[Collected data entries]
====

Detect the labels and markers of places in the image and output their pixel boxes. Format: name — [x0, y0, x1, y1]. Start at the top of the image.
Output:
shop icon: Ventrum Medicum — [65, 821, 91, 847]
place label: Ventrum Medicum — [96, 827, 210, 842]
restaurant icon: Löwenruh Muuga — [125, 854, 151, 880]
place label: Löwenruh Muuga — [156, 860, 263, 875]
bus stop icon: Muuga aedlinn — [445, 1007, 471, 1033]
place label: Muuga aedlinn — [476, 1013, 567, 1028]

====

◆ EXERCISE BRIEF:
Set the data down again in full, exactly as given.

◆ EXERCISE RESULT:
Detect the labels and markers of places in the image and output their pixel boxes. Format: name — [x0, y0, x1, y1]. Start at the top of the image.
Output:
shop icon: Ventrum Medicum — [65, 821, 91, 847]
place label: Ventrum Medicum — [96, 827, 210, 842]
restaurant icon: Löwenruh Muuga — [125, 854, 151, 880]
place label: Löwenruh Muuga — [156, 860, 263, 875]
bus stop icon: Muuga aedlinn — [445, 1007, 471, 1033]
place label: Muuga aedlinn — [476, 1013, 567, 1028]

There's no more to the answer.